Aim of the exercise | Look through the entries. Copy each line that has the word "function".

Records for the exercise |
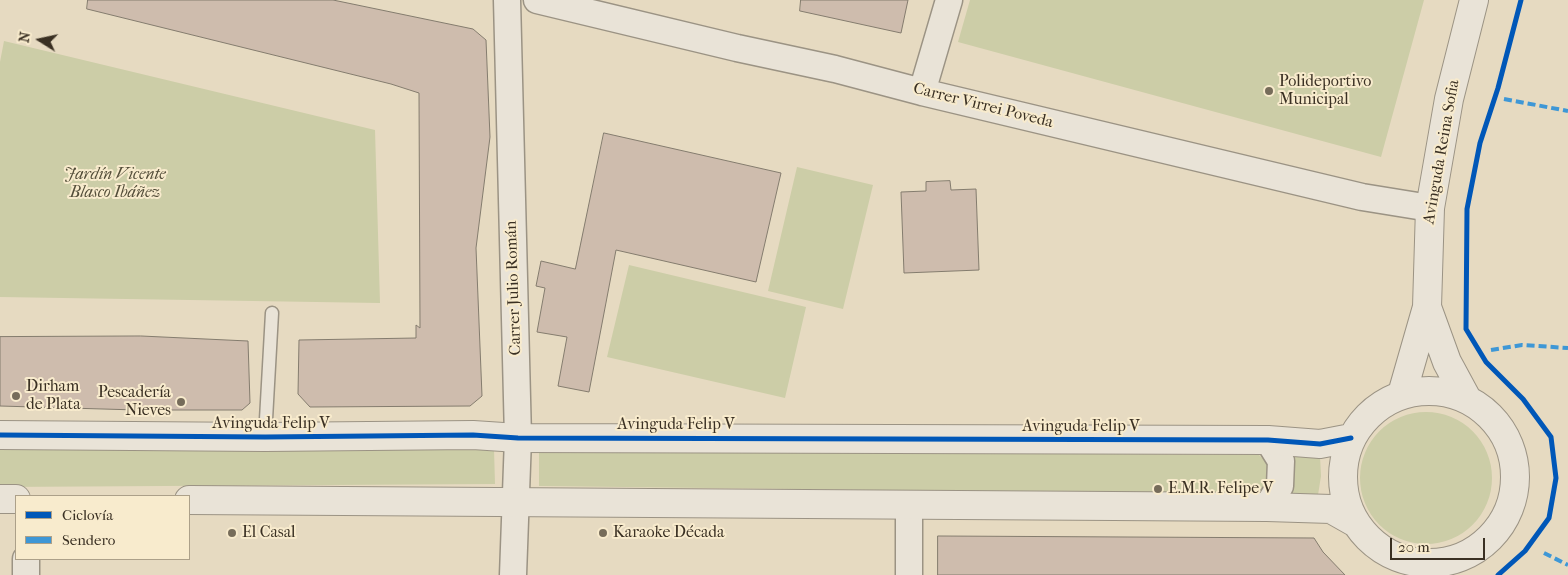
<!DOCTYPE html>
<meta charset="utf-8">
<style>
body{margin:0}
#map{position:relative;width:1568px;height:575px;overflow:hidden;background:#e6dac1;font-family:"IM FELL French Canon",serif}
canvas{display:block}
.legend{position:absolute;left:15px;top:495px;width:175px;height:65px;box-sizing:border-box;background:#f8ebcd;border:1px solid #aca089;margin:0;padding:6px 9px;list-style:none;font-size:15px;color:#3a3023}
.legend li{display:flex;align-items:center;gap:10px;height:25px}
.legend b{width:25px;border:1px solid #aca089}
.north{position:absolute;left:15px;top:15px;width:50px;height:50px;-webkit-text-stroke:4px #f8ebcd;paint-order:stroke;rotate:280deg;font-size:14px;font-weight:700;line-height:20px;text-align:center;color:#3a3023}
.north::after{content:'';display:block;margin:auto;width:18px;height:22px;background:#3a3023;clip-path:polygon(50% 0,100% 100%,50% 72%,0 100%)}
.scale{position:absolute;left:1390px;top:538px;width:95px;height:22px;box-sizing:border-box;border:2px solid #3a3023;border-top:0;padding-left:6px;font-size:15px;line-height:18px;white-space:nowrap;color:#3a3023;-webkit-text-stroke:4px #f8ebcd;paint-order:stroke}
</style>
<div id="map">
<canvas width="1568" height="575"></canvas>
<ul class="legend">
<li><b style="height:6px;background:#0057b8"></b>Ciclovía</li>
<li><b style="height:6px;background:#3e97d6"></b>Sendero</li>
</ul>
<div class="north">N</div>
<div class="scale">20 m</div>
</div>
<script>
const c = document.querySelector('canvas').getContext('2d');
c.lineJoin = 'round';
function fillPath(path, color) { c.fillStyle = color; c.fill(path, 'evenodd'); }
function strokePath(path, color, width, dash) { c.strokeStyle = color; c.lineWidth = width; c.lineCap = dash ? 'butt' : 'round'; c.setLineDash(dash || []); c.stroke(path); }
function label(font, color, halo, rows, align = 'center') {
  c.font = font + ' "IM FELL French Canon",serif'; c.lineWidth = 4; c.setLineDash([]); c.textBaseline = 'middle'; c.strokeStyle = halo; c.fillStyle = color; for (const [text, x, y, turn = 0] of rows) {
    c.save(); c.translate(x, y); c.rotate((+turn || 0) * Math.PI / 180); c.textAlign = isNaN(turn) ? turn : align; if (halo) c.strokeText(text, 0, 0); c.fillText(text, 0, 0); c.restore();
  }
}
fillPath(new Path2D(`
 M970,0H1424L1381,157L958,42Z
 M4,41L375,130L380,303L0,297V62Z
 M797,167L873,185L843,309L768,291Z
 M629,265L806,307L785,398L607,357Z
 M1360 478a66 66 0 1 1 132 0a66 66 0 1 1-132 0Z
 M494,449L495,484L0,487V450Z
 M539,450L1259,455L1269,464L1271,473L1266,488L1256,496L964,491L539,486Z
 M1289,455L1320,456L1321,476L1318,495L1288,493Z`), '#cccda7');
const building = new Path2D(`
 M88,0H333L473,29L486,40L490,137L476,248L482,396L470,406L310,407L298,394L299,340L416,338V325L420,328L419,93L391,84L87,9Z
 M801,0H908L901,33L800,11Z
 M604,133L781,173L756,282L616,250L589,392L558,386L567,337L537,332L545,288L536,286L541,261L575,269Z
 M950,181L951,190L976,189L979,270L904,273L901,192L926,191V182Z
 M141,336L248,341L250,403L242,410H137L0,406V337Z
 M938,536L1314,538L1323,552L1345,575H938Z`);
fillPath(building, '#cebcad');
strokePath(building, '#847c6e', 1);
const service = new Path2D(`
 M265,437L272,313`);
const minor = new Path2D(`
 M507,0L518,438L513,575
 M537,0L737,48L835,69L922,92L1362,197L1430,208
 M922,92L949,0
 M909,505V575
 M1267,507L1280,486L1281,461L1268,440
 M26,559V575`);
const tertiary = new Path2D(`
 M1427,307L1447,362L1467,399
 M1343 477a86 86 0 1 1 172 0a86 86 0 1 1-172 0Z
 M1402,394L1427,307L1430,208L1449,99L1474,0
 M0,435L265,437L473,435L518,438L1268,440L1320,444L1351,438
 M0,499H16
 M189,500L1267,507L1331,509L1354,522`);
strokePath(service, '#9b9384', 15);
strokePath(minor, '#9b9384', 29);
strokePath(tertiary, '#9b9384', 30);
strokePath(service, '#e9e3d7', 12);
strokePath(minor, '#e9e3d7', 26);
strokePath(tertiary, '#e9e3d7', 28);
strokePath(new Path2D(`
 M1504,99L1568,111
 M1491,350L1522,345L1568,348
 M1544,553L1568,565`), '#3e97d6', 4, [8, 4]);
strokePath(new Path2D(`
 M0,435L265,437L473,435L518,438L1268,440L1320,444L1351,438
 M1498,575L1525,551L1549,518L1556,478L1551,437L1523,399L1486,362L1466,329L1467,209L1480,143L1498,88L1521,0`), '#0057b8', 5);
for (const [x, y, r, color] of [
 [1269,91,5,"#766c5a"],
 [16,396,5,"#766c5a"],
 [181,402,5,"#766c5a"],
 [1158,489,5,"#766c5a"],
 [232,533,5,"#766c5a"],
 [603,533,5,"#766c5a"]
]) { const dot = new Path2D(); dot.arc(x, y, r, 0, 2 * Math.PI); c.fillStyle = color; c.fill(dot); strokePath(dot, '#f8ebcd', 2); }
label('16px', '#3a3023', '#f8ebcd', [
 ["Polideportivo",1279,82],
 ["Municipal",1279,100],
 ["Dirham",26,387],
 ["de Plata",26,405],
 ["Pescadería",171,393,"right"],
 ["Nieves",171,411,"right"],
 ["E.M.R. Felipe V",1168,489],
 ["El Casal",242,533],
 ["Karaoke Década",613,533]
], 'left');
label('16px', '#3a3023', '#f8ebcd', [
 ["Carrer Virrei Poveda",983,106,14],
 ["Avinguda Reina Sofia",1442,152,-80],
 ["Carrer Julio Román",514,288,-92],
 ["Avinguda Felip V",271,424],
 ["Avinguda Felip V",676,425],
 ["Avinguda Felip V",1081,427]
]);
label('italic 16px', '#534d39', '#f8ebcd', [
 ["Jardín Vicente",115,175],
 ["Blasco Ibáñez",115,193]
]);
</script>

Response |
function fillPath(path, color) { c.fillStyle = color; c.fill(path, 'evenodd'); }
function strokePath(path, color, width, dash) { c.strokeStyle = color; c.lineWidth = width; c.lineCap = dash ? 'butt' : 'round'; c.setLineDash(dash || []); c.stroke(path); }
function label(font, color, halo, rows, align = 'center') {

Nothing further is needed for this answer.